[Dataset entries]

--------

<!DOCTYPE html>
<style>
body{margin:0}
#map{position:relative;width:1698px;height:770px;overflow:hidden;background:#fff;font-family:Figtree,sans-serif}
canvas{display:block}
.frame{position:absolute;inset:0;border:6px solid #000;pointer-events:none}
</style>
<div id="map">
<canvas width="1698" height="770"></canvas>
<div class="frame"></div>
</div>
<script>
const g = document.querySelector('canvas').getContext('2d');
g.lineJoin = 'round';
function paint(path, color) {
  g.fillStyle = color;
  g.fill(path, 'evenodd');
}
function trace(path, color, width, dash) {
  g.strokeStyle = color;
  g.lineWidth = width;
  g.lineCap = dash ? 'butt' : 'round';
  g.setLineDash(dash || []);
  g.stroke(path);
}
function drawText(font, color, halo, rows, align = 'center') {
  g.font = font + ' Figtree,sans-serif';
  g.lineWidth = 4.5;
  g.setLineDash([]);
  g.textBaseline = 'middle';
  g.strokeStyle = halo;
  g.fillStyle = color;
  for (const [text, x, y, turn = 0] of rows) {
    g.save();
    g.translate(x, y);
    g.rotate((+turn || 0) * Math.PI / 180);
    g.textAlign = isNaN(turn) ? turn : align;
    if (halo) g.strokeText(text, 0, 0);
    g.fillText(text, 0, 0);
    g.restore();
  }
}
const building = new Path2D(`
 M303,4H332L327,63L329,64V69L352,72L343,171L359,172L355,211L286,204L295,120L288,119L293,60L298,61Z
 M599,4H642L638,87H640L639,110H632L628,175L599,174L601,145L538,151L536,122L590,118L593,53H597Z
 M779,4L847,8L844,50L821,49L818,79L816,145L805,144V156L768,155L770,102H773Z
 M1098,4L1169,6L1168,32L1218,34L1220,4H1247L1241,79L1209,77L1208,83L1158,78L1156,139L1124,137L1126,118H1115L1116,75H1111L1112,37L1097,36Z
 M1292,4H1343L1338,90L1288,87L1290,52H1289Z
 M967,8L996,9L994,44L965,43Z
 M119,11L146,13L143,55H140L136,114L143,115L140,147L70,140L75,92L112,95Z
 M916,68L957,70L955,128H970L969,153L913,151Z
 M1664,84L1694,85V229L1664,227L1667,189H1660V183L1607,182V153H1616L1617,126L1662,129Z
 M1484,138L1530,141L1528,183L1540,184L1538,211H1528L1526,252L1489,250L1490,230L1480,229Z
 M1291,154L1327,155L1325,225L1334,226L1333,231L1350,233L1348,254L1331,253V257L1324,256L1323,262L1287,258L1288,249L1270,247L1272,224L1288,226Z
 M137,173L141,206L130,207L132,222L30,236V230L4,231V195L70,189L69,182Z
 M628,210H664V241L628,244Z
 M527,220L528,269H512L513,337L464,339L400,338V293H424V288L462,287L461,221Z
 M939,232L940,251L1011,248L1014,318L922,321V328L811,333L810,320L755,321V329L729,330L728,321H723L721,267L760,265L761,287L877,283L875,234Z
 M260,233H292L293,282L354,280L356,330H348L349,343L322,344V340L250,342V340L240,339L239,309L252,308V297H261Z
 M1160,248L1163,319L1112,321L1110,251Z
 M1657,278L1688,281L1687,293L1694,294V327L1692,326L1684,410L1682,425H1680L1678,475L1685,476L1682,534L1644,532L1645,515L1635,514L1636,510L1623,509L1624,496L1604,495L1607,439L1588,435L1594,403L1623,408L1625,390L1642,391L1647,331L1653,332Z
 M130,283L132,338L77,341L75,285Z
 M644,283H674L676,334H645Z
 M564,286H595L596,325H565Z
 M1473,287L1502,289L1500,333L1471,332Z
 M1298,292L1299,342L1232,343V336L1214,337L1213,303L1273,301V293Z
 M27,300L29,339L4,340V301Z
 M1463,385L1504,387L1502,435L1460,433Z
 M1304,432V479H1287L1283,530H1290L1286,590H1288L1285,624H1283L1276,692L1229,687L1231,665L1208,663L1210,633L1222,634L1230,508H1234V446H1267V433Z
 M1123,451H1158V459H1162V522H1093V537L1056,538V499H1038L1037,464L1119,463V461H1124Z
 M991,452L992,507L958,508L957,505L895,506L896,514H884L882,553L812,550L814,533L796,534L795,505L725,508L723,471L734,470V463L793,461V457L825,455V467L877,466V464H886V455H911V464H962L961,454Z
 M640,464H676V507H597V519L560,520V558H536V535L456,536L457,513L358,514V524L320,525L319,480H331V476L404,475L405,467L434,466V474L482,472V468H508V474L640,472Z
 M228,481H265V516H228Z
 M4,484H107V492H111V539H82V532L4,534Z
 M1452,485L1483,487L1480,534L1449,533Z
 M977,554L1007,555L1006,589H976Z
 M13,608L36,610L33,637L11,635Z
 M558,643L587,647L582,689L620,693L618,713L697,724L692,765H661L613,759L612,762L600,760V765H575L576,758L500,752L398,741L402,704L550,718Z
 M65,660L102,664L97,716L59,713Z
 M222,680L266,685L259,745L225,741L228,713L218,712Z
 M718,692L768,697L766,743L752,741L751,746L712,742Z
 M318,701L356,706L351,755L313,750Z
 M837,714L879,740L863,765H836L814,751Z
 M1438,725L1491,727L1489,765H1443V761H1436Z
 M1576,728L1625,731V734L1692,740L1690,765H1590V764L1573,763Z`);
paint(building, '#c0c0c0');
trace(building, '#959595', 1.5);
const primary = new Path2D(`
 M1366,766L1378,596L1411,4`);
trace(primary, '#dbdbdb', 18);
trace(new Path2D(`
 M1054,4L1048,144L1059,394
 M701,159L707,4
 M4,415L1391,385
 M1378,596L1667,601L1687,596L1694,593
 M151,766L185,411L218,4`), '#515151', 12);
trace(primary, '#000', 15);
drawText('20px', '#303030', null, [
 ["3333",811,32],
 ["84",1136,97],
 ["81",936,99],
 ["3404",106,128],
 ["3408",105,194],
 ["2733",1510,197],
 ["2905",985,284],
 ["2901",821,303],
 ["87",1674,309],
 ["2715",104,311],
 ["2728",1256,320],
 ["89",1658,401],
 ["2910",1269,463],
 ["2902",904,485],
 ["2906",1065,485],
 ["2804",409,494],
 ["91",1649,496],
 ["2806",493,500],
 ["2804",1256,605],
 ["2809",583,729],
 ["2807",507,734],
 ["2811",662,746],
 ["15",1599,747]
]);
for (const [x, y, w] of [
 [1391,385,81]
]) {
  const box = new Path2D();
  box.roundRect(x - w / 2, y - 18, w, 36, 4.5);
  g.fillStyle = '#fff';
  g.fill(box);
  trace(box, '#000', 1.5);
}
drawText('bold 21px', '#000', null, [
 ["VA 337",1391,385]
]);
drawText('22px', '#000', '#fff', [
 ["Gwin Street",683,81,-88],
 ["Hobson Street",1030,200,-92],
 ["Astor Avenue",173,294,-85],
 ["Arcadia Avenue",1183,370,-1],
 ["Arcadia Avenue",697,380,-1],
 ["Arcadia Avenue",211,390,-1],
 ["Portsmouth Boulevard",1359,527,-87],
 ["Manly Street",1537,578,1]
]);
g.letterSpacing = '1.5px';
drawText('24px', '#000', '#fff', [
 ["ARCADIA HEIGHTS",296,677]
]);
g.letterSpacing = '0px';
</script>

--------

Task to complete – The answer must be an exact copy of the lines from the one containing "box.roundRect(x - w" through the last line of the records, both included.

Task response –
  box.roundRect(x - w / 2, y - 18, w, 36, 4.5);
  g.fillStyle = '#fff';
  g.fill(box);
  trace(box, '#000', 1.5);
}
drawText('bold 21px', '#000', null, [
 ["VA 337",1391,385]
]);
drawText('22px', '#000', '#fff', [
 ["Gwin Street",683,81,-88],
 ["Hobson Street",1030,200,-92],
 ["Astor Avenue",173,294,-85],
 ["Arcadia Avenue",1183,370,-1],
 ["Arcadia Avenue",697,380,-1],
 ["Arcadia Avenue",211,390,-1],
 ["Portsmouth Boulevard",1359,527,-87],
 ["Manly Street",1537,578,1]
]);
g.letterSpacing = '1.5px';
drawText('24px', '#000', '#fff', [
 ["ARCADIA HEIGHTS",296,677]
]);
g.letterSpacing = '0px';
</script>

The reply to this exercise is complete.